The title is a somewhat generic one, but there is probably a reason that fans of suspenseful stories recognize it as the older PC Black Mirror games have been around for years and earned a pretty solid cult following. This new title shares some common characteristics but is its own game for better and for worse.

The setting is a an interest one as we assume the role of David Gordon, who visits his ancestral home in Scotland during the 1920's. As if often the case in stories like this, there is a reason for this kind of first time pilgrimage, and in Black Mirror it us due to the suicide of David's father. The story plays with Lovecraftian themes such as madness from this solid premise. One issue however, is that this is a relatively short game, so I dare not delve any further into the narrative for risk of spoiling what is the strongest aspect of Black Mirror.

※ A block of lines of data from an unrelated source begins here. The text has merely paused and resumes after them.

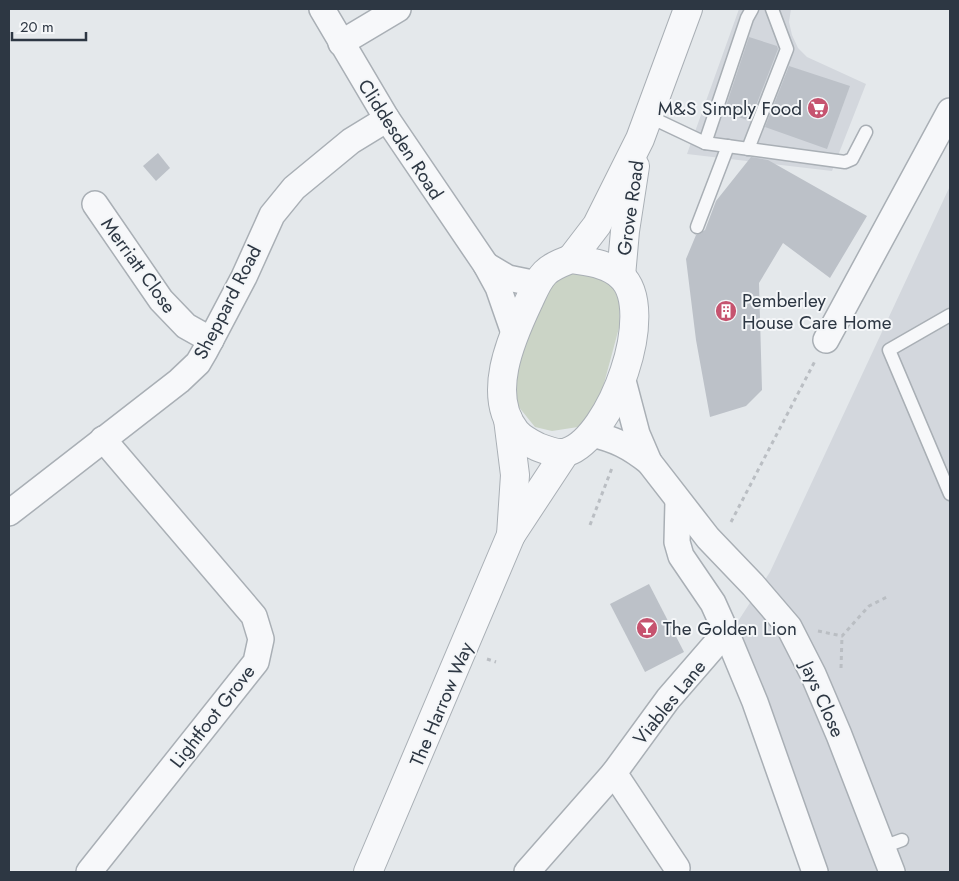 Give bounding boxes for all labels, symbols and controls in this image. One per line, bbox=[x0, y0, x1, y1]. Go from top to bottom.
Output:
scale bar bbox=[12, 10, 86, 42]
text: 20 m bbox=[20, 16, 54, 38]
street label: Cliddesden Road bbox=[351, 74, 450, 205]
place label: M&S Simply Food bbox=[658, 95, 802, 122]
supermarket icon: M&S Simply Food bbox=[806, 96, 830, 120]
street label: Grove Road bbox=[610, 159, 651, 257]
street label: Merriatt Close bbox=[95, 212, 183, 319]
street label: Sheppard Road bbox=[187, 240, 268, 364]
place label: Pemberley House Care Home bbox=[742, 287, 892, 336]
building icon: Pemberley House Care Home bbox=[714, 299, 738, 323]
place label: The Golden Lion bbox=[663, 615, 797, 642]
bar icon: The Golden Lion bbox=[635, 616, 659, 640]
street label: The Harrow Way bbox=[403, 637, 480, 771]
street label: Viables Lane bbox=[627, 654, 712, 751]
street label: Jays Close bbox=[793, 654, 851, 742]
street label: Lightfoot Grove bbox=[164, 659, 261, 774] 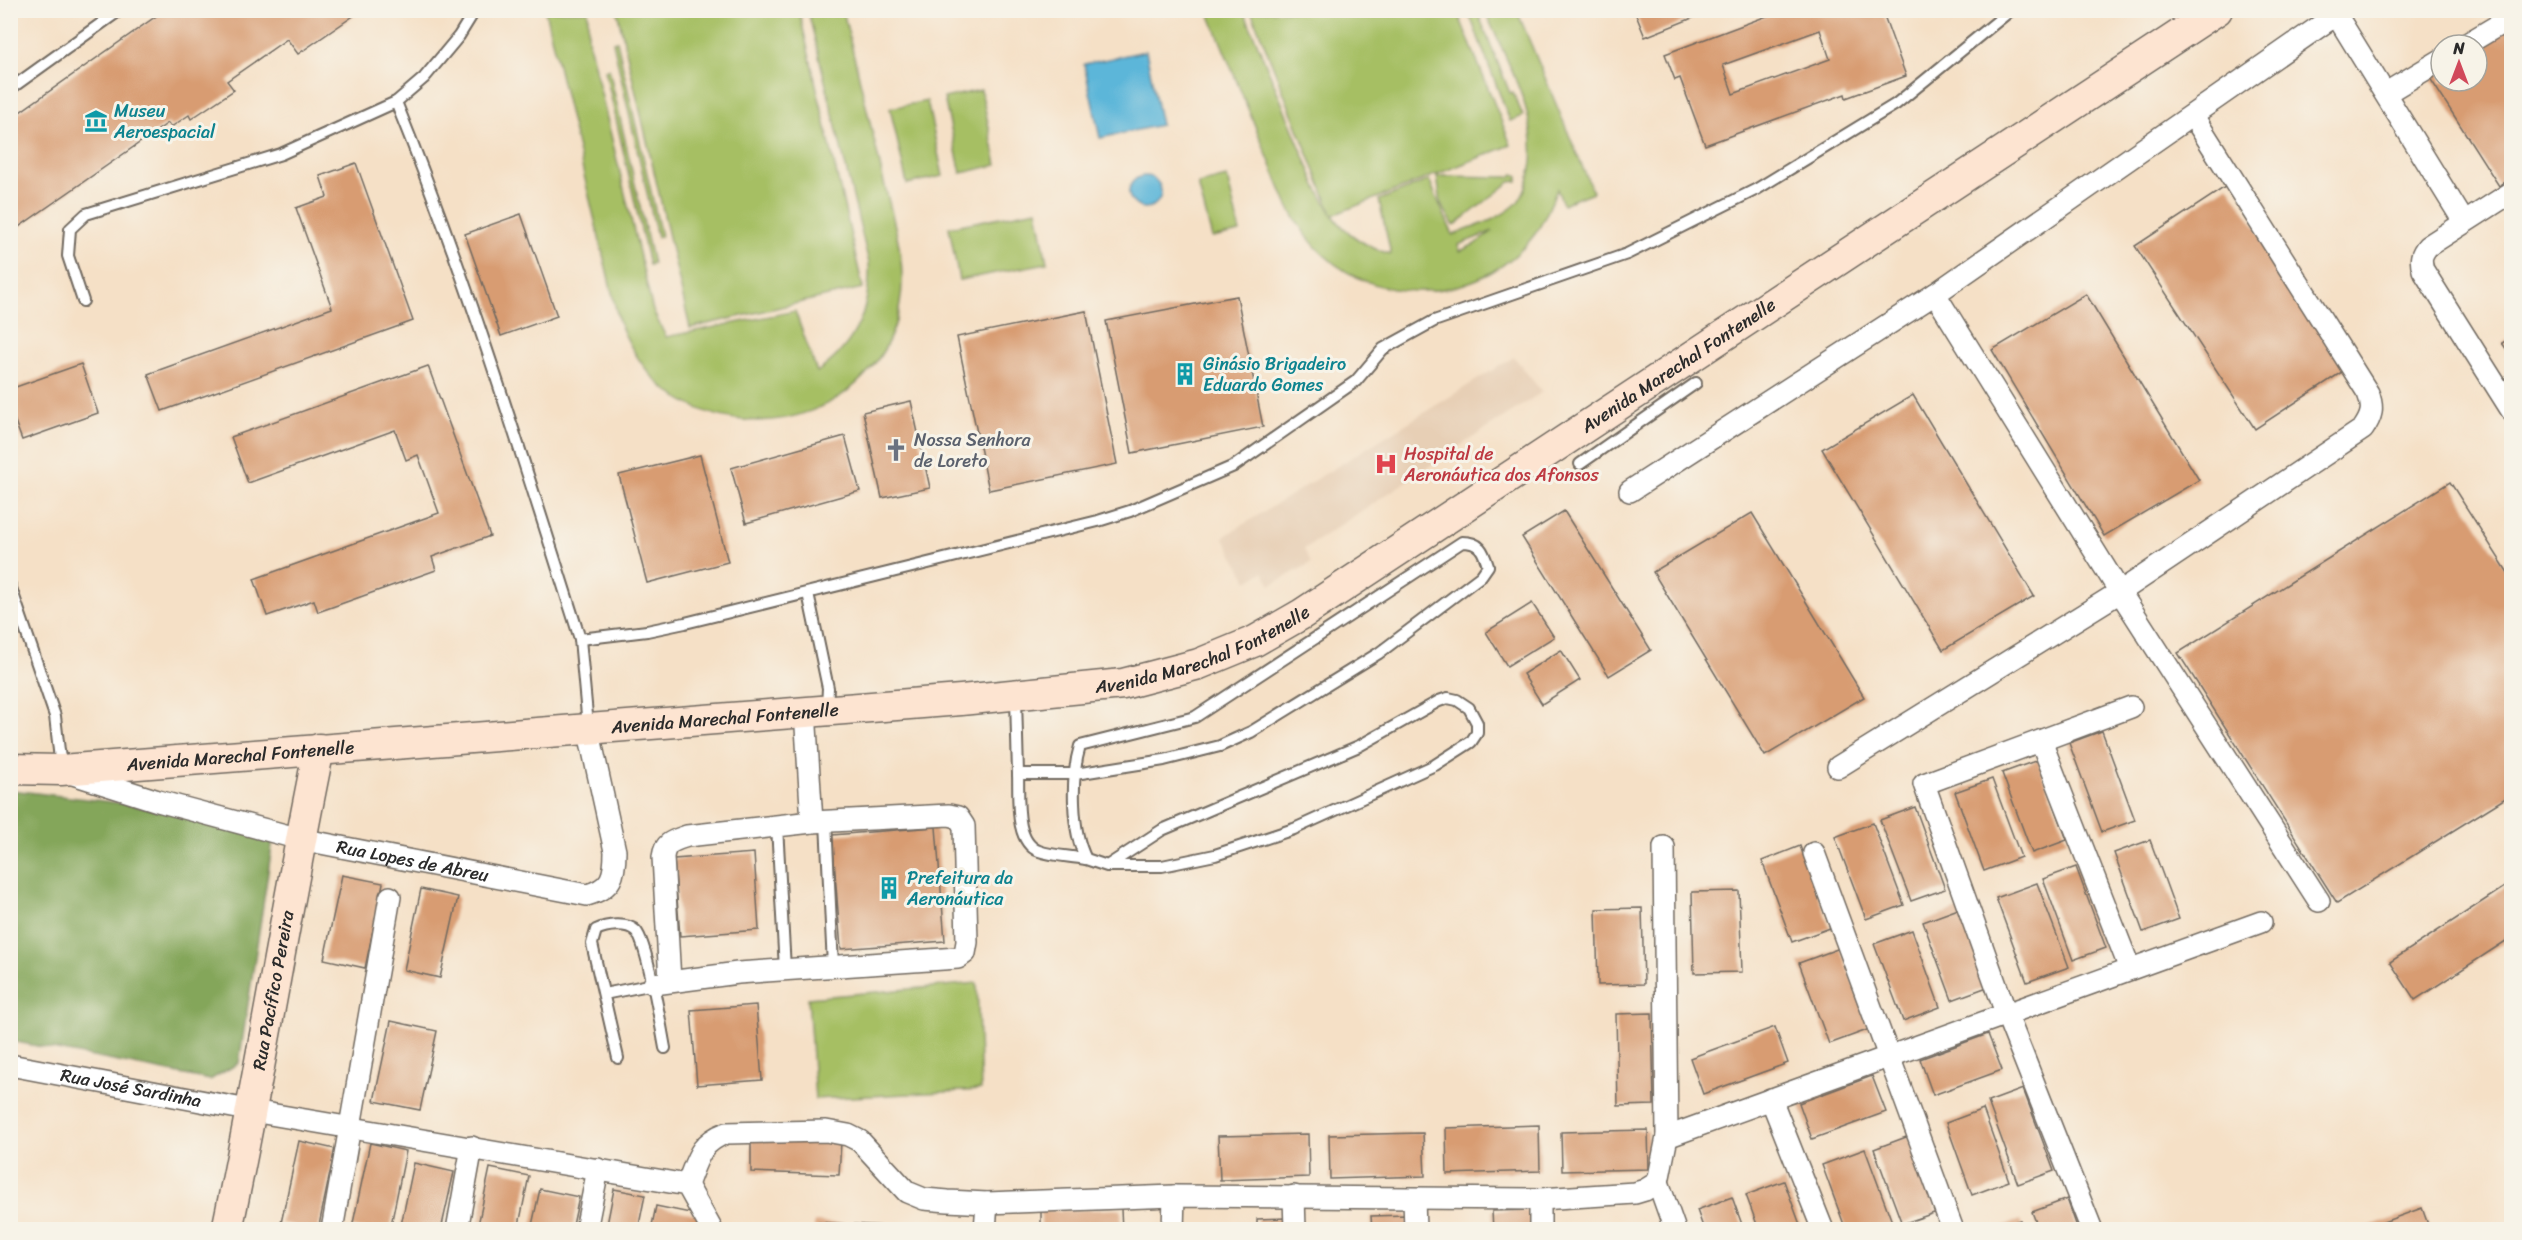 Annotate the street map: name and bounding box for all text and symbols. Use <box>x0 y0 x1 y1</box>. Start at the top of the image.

The visuals are really solid, and I enjoyed the voice acting which is important in a game like this. Black Mirror is an adventure title through and through, as you solve puzzles built into the mansion, looking for clues and continually checking your quest log to see what your next objective is. One could argue that the game's directives are a bit too ambiguous, as it does make you reconsider your environments and sometimes retrace your steps in case you missed something, but I actually did not mind the pacing here most of the time. It's a somewhat rigid, old school adventure game in that sense, but credit to the developers for creating such an interesting physical environment and sense of suspenseful ambiance that I actually did not mind giving my surroundings multiple examinations.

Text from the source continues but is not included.